A quarter of adults aged 18-75 said they smoked every day in 2020, up from 24 percent in 2019. Meanwhile the number of non-smokers dropped from 37.7 percent to 35.5 percent.

The results of the survey, published by health agency Santé Publique France (SPF), have been linked to heightened anxiety levels brought on by the Covid pandemic and the ensuing months of lockdown.

Resurfacing addictions

Loïc Josseran of the Alliance Against Tobacco told the French news agency AFP that when a country’s population fell on hard times, addictive behaviours tended to resurface.

While SPF described the figures as a “stabilisation” in the number of smokers, Josseran said they represented a clear increase, especially among poorer, less educated people.
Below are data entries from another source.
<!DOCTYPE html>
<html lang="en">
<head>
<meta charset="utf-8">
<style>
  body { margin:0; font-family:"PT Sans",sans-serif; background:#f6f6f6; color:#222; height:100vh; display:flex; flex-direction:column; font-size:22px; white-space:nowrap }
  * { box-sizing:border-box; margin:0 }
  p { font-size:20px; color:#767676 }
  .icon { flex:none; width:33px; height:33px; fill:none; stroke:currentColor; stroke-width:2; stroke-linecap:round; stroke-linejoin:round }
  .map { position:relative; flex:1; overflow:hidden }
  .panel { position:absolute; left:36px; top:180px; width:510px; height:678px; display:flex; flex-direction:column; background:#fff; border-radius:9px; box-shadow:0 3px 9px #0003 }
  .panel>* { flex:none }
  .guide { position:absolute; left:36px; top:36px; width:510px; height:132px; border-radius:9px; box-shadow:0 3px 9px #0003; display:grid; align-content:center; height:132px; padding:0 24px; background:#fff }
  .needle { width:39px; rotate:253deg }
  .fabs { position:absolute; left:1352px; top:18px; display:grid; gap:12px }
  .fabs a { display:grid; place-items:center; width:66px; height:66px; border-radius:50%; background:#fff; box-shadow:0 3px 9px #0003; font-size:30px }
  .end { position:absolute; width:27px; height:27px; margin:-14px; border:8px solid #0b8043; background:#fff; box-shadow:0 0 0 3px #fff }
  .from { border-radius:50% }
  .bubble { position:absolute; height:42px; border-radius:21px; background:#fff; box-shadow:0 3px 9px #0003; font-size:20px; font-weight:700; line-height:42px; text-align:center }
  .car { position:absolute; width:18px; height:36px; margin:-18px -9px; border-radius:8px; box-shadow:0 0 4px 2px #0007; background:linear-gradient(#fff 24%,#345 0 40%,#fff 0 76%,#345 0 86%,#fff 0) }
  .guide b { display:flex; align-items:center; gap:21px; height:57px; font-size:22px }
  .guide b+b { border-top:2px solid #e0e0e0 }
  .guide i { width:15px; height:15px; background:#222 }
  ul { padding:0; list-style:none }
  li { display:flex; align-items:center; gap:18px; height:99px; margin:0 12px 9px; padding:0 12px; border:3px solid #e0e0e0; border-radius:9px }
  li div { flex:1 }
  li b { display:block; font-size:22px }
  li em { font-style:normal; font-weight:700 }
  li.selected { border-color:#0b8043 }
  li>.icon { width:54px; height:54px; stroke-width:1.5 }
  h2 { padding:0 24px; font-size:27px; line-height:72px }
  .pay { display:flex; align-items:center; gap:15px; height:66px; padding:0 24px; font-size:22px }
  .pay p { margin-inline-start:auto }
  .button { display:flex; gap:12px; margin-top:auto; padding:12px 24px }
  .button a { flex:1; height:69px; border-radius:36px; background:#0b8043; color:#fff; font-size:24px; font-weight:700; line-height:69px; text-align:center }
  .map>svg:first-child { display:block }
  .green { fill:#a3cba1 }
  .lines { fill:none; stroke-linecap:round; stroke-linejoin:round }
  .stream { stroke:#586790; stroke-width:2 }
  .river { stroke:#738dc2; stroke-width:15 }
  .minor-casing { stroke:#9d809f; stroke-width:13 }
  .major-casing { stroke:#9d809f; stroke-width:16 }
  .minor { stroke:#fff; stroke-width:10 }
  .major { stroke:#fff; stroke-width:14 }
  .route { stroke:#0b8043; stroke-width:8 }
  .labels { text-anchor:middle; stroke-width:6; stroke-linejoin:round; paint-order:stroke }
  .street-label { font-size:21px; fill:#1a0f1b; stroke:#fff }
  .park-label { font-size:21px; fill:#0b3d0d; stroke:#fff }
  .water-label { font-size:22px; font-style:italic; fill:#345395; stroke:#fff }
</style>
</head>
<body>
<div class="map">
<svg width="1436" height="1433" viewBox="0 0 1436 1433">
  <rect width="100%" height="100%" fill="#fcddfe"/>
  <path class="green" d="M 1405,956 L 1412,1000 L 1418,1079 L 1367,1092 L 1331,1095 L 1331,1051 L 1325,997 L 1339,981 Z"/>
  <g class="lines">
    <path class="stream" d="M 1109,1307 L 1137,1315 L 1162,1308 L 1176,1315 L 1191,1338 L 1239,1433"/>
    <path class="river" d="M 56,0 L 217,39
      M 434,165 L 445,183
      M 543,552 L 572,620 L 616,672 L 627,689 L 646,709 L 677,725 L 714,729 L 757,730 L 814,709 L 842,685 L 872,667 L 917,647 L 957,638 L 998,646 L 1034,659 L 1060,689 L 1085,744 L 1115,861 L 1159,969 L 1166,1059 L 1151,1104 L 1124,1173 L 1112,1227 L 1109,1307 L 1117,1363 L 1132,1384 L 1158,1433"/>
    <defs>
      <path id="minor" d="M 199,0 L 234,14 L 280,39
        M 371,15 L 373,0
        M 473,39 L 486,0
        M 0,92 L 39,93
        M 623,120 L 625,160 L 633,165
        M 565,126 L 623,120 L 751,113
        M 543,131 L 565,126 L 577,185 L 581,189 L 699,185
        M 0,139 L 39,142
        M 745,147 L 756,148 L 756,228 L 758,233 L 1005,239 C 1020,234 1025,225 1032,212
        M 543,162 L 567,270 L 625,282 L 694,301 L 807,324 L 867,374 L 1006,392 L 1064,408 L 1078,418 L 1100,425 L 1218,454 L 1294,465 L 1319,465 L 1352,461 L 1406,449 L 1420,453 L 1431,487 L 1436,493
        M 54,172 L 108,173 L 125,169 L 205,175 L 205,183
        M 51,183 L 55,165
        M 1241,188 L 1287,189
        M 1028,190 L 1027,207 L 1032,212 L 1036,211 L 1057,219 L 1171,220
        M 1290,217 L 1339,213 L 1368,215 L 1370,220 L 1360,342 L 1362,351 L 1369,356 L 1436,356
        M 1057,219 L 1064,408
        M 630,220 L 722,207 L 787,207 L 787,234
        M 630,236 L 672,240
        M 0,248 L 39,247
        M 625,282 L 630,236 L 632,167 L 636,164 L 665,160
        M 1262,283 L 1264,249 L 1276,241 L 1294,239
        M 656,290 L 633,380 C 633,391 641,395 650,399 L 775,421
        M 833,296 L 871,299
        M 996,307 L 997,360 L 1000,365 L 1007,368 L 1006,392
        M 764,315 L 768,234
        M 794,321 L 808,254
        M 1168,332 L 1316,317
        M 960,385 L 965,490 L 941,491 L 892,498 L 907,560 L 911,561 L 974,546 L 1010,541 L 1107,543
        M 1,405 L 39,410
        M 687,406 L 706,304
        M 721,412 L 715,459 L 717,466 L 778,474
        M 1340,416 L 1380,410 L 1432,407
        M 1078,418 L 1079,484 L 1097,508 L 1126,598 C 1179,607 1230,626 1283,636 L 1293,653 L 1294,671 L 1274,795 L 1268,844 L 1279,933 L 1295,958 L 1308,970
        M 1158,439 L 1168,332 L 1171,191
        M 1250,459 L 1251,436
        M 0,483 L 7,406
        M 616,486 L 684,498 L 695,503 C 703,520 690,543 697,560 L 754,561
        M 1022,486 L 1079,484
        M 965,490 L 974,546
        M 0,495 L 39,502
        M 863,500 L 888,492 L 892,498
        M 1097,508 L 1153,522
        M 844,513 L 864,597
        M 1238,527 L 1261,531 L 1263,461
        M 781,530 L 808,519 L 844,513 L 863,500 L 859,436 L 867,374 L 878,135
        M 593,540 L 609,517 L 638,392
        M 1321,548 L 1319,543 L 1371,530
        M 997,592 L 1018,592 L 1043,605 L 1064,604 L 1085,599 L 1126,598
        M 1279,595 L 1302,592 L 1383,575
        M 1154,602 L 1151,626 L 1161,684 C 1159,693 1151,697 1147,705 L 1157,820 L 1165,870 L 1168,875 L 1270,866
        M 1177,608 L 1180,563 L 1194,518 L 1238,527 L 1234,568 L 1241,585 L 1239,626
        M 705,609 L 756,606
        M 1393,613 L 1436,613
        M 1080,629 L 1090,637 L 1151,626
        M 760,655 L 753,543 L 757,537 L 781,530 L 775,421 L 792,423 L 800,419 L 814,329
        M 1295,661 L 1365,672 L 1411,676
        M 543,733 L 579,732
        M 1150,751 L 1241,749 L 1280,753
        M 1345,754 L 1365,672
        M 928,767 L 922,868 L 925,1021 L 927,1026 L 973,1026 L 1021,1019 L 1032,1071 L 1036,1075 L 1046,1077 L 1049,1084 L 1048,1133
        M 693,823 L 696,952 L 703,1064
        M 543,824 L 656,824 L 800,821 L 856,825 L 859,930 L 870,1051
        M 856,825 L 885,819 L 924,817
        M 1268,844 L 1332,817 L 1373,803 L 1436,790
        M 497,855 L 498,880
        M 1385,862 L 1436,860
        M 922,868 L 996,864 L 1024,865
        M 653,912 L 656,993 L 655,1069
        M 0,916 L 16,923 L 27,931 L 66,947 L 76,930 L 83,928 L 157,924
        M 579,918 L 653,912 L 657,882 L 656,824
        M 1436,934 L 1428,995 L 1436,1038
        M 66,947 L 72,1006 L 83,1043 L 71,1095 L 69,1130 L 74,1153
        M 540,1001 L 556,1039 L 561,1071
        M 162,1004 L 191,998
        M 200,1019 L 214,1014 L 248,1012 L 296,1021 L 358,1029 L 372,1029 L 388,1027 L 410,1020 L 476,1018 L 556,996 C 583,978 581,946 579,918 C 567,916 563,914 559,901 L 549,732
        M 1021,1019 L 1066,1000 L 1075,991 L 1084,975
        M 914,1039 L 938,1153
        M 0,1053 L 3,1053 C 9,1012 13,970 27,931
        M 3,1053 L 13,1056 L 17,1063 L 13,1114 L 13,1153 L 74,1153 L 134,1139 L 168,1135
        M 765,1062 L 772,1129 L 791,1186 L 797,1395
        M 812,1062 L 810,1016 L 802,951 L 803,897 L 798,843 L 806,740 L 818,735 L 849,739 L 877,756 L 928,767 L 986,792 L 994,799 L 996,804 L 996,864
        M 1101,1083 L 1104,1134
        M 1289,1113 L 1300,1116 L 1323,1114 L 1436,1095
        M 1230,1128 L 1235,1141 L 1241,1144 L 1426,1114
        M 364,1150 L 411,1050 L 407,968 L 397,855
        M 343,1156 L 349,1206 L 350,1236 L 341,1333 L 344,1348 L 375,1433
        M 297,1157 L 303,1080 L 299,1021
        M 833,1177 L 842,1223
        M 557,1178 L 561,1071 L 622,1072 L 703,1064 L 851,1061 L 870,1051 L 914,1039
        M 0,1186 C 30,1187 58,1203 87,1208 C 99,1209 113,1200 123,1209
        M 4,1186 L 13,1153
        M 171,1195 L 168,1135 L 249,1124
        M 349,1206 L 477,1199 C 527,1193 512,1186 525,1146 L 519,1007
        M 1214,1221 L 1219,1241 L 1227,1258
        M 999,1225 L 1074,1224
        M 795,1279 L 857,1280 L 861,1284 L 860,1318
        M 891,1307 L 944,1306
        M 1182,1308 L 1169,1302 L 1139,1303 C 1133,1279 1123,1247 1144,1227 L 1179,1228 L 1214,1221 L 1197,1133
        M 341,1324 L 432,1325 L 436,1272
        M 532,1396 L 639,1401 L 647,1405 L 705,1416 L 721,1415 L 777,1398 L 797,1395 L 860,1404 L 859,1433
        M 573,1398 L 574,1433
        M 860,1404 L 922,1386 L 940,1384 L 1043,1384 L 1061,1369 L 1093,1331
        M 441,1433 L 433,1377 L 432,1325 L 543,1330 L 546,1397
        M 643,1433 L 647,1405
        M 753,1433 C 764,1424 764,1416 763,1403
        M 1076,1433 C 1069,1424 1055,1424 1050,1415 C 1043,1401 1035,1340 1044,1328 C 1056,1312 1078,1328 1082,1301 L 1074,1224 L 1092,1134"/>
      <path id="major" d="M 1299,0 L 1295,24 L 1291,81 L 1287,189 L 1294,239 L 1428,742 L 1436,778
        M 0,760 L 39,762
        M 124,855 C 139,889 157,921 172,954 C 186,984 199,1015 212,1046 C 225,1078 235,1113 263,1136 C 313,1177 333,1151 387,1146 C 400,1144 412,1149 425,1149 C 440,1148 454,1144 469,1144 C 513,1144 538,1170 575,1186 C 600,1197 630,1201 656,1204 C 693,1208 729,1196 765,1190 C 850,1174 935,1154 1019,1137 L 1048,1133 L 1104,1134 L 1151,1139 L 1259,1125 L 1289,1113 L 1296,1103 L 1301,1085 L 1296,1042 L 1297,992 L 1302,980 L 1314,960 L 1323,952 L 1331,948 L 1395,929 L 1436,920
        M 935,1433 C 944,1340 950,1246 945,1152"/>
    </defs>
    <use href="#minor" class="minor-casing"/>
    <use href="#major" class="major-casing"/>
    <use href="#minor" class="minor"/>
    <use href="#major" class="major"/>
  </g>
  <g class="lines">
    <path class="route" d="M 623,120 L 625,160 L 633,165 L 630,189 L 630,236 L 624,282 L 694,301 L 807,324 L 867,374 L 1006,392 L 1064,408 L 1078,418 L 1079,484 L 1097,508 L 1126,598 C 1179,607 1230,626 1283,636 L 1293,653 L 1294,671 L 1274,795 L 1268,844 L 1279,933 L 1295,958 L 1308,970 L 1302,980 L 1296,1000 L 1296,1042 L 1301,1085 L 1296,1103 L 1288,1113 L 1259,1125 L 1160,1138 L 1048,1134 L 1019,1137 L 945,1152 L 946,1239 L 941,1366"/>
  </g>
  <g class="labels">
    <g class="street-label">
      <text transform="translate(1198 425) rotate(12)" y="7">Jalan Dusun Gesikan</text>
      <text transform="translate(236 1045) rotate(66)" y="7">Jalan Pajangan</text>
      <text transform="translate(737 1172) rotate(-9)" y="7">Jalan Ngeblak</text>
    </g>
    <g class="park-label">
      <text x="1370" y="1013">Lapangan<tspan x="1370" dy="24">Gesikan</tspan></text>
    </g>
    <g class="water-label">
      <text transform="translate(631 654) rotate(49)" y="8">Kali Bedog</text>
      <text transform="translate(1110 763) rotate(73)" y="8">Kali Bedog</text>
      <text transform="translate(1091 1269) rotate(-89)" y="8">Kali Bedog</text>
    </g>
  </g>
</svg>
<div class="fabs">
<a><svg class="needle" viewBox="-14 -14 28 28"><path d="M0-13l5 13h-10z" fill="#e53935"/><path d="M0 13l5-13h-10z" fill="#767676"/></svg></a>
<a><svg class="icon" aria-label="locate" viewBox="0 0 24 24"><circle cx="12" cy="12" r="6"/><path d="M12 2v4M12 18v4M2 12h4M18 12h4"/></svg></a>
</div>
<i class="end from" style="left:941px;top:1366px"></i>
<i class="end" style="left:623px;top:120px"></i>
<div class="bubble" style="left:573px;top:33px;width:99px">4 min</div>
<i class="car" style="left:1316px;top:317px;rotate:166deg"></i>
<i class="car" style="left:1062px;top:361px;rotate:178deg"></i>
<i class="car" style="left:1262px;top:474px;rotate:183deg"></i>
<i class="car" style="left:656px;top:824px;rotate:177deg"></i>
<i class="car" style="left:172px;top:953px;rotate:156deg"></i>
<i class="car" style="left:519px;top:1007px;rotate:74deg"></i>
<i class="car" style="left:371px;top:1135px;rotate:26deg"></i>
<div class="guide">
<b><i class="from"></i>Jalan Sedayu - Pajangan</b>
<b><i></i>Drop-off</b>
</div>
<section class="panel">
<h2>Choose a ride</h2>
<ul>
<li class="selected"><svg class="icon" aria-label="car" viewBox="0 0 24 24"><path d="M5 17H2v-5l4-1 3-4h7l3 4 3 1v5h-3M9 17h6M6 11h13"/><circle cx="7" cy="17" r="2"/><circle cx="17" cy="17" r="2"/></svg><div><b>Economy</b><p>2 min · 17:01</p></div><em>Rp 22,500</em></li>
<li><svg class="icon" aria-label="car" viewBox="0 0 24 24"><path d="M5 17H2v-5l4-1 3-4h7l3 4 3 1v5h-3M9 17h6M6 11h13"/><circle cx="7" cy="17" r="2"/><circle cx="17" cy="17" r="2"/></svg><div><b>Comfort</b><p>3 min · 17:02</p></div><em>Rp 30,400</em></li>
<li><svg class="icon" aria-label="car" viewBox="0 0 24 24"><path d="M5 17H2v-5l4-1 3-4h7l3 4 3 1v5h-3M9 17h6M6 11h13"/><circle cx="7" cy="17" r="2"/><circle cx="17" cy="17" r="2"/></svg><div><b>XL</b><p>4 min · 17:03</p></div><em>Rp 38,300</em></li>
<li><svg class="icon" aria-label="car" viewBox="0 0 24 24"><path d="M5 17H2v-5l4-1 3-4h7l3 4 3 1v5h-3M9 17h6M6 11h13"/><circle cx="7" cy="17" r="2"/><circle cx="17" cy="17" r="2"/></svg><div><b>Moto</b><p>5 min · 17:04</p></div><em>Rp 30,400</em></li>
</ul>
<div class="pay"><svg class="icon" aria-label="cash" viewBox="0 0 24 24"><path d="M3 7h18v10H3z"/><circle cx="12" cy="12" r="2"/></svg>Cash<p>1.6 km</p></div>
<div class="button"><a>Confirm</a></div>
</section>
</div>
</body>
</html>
“Of the most vulnerable, 33.3 percent smoked daily in 2020,” he said. “Certainly the lack of social life, or places of culture and leisure would have made a cigarette smoked at a window almost indispensable.”

Despite the rising cost of cigarettes in France, every year tobacco kills more than 75,000 people.

SPF launched a campaign on Monday – World No Tobacco Day – to "celebrate" life without tobacco and encourage smokers to seek help quitting. 

As coronavirus restrictions were eased and people gathered again in public spaces, the health authority said it wanted to "denormalise" smoking, and promote a tobacco-free lifestyle.